--- Source data ---
=== Begin Enclosure ===
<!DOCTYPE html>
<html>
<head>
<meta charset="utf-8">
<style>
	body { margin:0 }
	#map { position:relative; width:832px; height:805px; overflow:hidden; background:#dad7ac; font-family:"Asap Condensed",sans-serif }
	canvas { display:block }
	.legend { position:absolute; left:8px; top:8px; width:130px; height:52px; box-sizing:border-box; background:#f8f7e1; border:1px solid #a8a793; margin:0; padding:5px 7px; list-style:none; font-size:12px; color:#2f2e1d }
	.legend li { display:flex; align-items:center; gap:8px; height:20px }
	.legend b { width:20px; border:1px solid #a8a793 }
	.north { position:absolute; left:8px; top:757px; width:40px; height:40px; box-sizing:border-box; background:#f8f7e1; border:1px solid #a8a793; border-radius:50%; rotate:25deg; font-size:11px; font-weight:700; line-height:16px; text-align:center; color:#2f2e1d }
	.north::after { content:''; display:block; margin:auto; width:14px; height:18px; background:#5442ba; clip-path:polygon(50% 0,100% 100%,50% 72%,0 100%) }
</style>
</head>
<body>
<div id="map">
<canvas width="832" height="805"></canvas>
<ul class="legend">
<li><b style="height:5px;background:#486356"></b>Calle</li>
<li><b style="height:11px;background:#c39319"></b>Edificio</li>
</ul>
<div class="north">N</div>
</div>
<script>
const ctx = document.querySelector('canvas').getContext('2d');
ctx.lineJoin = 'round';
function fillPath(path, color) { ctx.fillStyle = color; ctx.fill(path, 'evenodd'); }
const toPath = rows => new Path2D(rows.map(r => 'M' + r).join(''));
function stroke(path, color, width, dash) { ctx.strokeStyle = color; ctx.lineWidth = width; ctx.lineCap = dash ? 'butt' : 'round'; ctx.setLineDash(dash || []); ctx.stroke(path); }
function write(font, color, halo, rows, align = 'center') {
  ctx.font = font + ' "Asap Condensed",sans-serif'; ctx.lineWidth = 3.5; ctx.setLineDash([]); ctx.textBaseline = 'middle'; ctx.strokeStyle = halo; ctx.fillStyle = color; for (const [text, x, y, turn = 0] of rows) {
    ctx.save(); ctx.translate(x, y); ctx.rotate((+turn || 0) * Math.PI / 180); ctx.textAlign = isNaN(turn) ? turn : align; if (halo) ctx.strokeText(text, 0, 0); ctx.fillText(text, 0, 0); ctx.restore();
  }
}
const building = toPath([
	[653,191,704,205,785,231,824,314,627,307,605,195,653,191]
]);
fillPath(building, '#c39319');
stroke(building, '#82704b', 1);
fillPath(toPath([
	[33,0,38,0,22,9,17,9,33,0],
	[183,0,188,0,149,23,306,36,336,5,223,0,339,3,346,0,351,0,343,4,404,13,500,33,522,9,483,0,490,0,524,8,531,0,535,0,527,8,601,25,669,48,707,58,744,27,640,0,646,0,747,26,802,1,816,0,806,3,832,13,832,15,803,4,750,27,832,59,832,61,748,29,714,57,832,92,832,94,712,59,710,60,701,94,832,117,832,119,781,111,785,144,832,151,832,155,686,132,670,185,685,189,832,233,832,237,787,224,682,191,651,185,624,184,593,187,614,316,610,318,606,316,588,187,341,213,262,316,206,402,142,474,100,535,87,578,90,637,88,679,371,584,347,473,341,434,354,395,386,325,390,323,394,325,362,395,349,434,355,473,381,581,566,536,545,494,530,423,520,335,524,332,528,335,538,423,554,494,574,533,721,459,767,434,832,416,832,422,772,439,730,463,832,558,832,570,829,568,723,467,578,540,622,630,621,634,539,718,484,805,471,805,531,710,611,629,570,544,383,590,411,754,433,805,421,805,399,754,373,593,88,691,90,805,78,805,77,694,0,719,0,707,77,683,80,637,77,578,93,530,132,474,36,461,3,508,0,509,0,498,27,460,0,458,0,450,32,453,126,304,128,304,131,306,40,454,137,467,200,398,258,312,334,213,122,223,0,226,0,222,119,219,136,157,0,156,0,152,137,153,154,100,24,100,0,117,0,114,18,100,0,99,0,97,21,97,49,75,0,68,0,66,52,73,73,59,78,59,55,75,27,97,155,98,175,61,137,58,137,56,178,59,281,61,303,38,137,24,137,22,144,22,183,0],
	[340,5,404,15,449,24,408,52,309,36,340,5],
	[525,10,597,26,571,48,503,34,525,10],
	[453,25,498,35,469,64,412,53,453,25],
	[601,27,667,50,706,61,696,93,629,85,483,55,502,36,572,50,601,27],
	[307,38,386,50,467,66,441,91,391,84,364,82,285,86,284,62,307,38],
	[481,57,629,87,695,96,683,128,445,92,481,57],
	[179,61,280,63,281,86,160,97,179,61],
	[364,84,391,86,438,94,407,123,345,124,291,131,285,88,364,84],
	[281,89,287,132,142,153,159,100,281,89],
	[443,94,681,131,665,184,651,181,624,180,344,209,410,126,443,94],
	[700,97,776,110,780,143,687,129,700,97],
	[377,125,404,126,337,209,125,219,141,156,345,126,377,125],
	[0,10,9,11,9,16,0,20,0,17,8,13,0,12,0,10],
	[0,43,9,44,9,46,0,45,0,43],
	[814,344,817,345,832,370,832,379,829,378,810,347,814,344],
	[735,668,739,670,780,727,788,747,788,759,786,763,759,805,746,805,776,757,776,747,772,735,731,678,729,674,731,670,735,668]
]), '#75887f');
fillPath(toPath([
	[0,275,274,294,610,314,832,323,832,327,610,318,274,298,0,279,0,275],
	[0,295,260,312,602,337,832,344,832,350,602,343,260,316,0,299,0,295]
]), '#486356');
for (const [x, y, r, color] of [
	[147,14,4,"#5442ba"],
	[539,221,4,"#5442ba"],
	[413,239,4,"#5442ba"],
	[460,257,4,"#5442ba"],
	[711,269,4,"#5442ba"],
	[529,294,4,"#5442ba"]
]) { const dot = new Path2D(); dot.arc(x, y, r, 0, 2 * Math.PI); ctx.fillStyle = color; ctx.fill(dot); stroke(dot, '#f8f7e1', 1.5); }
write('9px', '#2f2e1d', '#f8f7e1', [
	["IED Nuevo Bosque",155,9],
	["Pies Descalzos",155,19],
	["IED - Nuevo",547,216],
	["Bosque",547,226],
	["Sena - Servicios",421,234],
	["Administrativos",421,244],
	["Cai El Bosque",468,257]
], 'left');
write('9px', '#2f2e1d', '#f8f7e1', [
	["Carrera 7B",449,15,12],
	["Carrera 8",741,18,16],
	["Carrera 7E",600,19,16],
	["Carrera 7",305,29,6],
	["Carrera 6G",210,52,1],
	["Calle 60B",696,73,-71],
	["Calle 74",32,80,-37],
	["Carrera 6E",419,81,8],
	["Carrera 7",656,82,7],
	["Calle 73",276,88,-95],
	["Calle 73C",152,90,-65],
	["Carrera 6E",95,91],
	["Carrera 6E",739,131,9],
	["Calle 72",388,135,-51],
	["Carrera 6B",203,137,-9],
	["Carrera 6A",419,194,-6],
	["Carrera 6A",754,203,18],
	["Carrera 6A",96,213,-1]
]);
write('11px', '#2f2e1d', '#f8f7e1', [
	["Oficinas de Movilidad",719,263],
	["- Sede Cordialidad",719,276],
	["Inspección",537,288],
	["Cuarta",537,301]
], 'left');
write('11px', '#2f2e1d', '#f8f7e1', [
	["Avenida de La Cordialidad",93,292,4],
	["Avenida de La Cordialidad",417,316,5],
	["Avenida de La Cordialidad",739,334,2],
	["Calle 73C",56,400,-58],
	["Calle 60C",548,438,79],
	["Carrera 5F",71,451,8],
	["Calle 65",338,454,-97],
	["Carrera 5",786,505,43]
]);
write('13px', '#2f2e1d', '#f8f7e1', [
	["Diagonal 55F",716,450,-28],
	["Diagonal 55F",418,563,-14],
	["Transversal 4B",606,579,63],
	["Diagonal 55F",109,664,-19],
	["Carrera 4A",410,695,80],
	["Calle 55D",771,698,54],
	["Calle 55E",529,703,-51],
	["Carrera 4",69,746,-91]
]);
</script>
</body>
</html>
=== End Enclosure ===
--- Action item ---
Provide every line from the material that contains the word "turn".

--- Completed task ---
  ctx.font = font + ' "Asap Condensed",sans-serif'; ctx.lineWidth = 3.5; ctx.setLineDash([]); ctx.textBaseline = 'middle'; ctx.strokeStyle = halo; ctx.fillStyle = color; for (const [text, x, y, turn = 0] of rows) {
    ctx.save(); ctx.translate(x, y); ctx.rotate((+turn || 0) * Math.PI / 180); ctx.textAlign = isNaN(turn) ? turn : align; if (halo) ctx.strokeText(text, 0, 0); ctx.fillText(text, 0, 0); ctx.restore();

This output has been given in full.